Apa yang terjadi di Thailand sungguh kontras dengan apa yang baru saja berlangsung di Malaysia. Dalam pemungutan suara pada 9 Mei lalu, rakyat Malaysia memutuskan untuk mengakhiri masa kekuasaan Barisan Nasional, koalisi yang berkuasa di negara itu sejak Malaysia merdeka pada 1957.
Peralihan kekuasaan yang mengejutkan ini berjalan damai, tanpa kekerasan, tanpa kerusuhan. Tidak ada huru-hara di jalanan, tidak ada aksi pembakaran toko, rumah, atau gedung. Najib Razak yang sebelum pemungutan suara menjabat perdana menteri dan sangat berkuasa akhirnya kehilangan semua kekuasaannya. Menjadi warga biasa, ia kini menghadapi ancaman dituntut dalam kasus dugaan megakorupsi.

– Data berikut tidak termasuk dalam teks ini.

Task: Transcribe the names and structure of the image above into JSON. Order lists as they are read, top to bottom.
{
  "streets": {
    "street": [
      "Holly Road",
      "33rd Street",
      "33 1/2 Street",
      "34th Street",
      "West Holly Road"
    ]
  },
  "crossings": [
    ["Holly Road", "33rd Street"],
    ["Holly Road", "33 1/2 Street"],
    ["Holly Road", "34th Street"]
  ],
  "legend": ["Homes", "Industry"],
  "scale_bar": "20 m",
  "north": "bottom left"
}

Apa yang terjadi di Malaysia mengingatkan kembali betapa dengan segenap keterbatasannya, demokrasi tetap merupakan sarana yang memadai untuk mengontrol kekuasaan. Menempatkan suara rakyat sebagai sokoguru, demokrasi memastikan sirkulasi penguasa terjadi secara reguler sehingga tidak ada kekuatan yang merasa berada di atas hukum, di atas negara.

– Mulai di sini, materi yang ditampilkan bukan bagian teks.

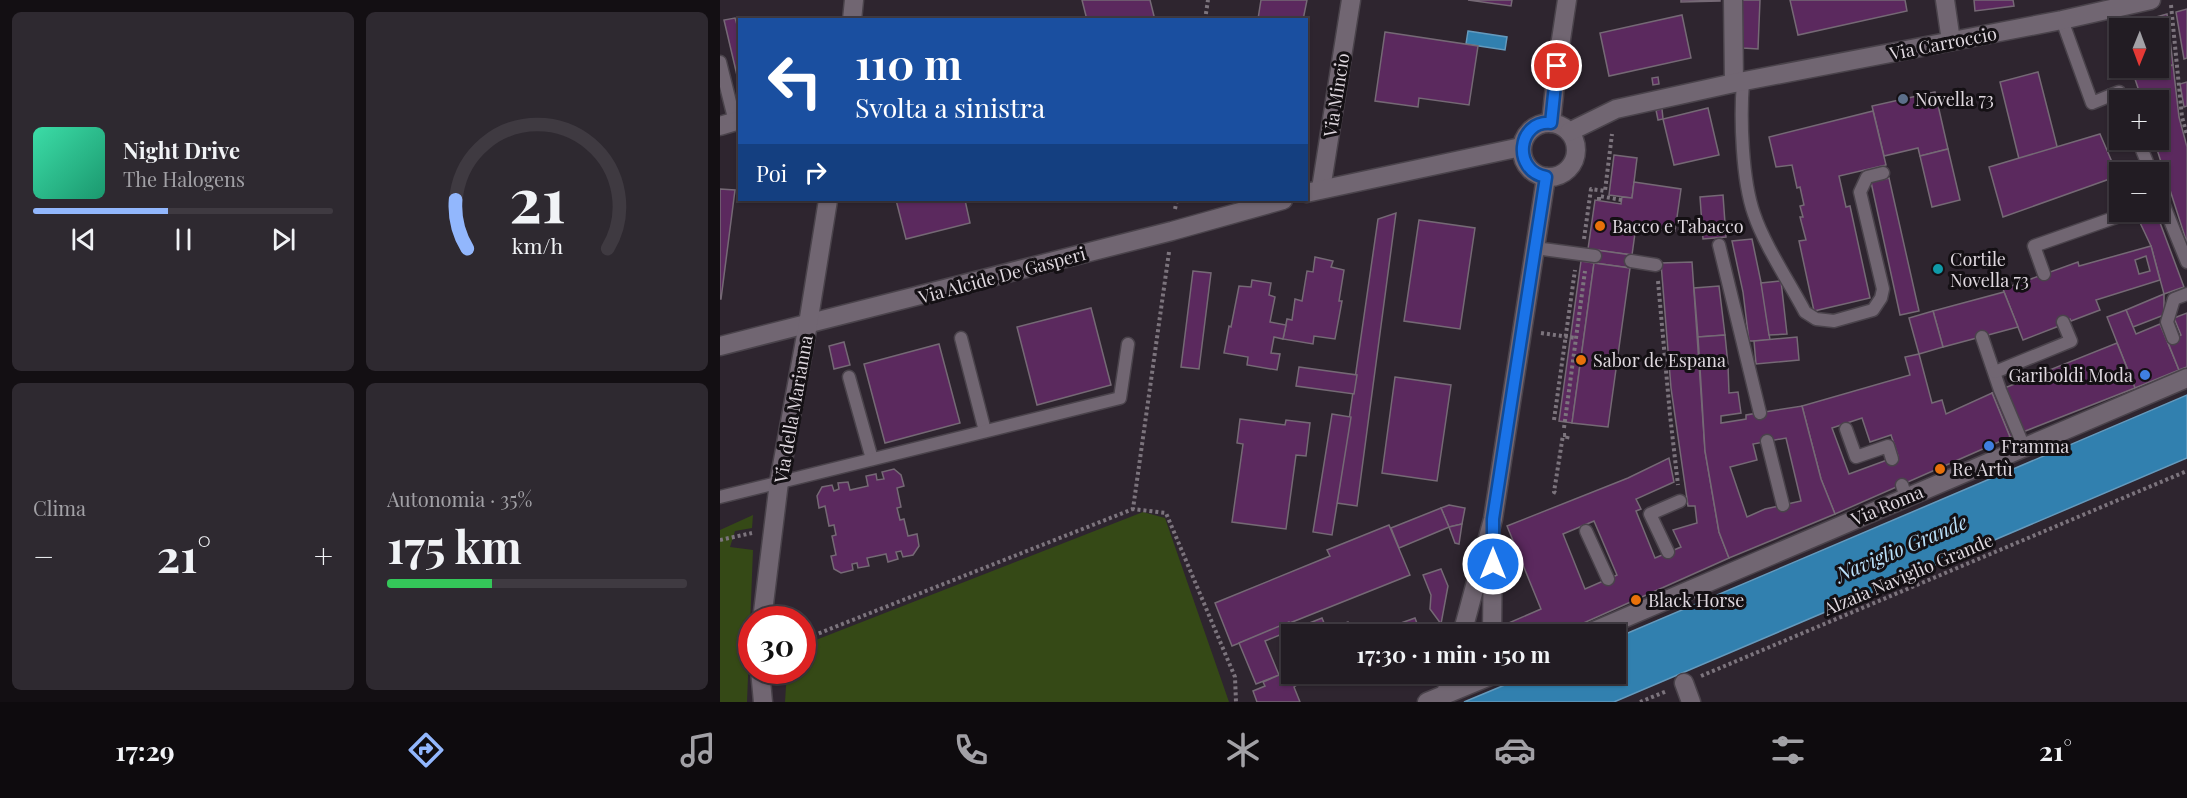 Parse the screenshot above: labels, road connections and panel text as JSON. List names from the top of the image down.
{
  "streets": {
    "street": [
      "Via Carroccio",
      "Via Mincio",
      "Via Alcide De Gasperi",
      "Via della Marianna",
      "Via Roma"
    ],
    "path": ["Alzaia Naviglio Grande"]
  },
  "crossings": [
    ["Via Alcide De Gasperi", "Via della Marianna"]
  ],
  "water": ["Naviglio Grande"],
  "places": [
    "Novella 73",
    "Bacco e Tabacco",
    "Cortile Novella 73",
    "Sabor de Espana",
    "Gariboldi Moda",
    "Framma",
    "Re Artù",
    "Black Horse"
  ],
  "north": "bottom",
  "page": {
    "map_buttons": ["+", "−"],
    "turn": ["110 m", "Svolta a sinistra"],
    "song": ["Night Drive", "The Halogens"],
    "then": "Poi",
    "tile": [
      "Clima",
      ["Autonomia · 35%", "175 km"]
    ],
    "heat": ["−", "21°", "+"],
    "limit": "30",
    "trip": "17:30 · 1 min · 150 m",
    "tabs": ["17:29", "21°"],
    "gauge": ["21", "km/h"]
  }
}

Aspirasi itu tampaknya tidak hilang di dalam masyarakat Thailand. Hingga tahun keempat kudeta, rakyat Thailand tetap menginginkan agar diadakan pemilu yang bebas dan jujur. Hanya dengan cara itu, mereka dapat menentukan kelompok mana yang memegang kekuasaan pemerintahan.
Sayangnya, "tradisi" kudeta di Thailand memang tergolong kuat. Kudeta demi kudeta terjadi di negara itu sejak 1932. Konflik di antara kekuatan-kekuatan yang mendominasi lanskap politik di negara penganut monarki konstitusional itu sering kali ditentukan oleh kekuatan militer.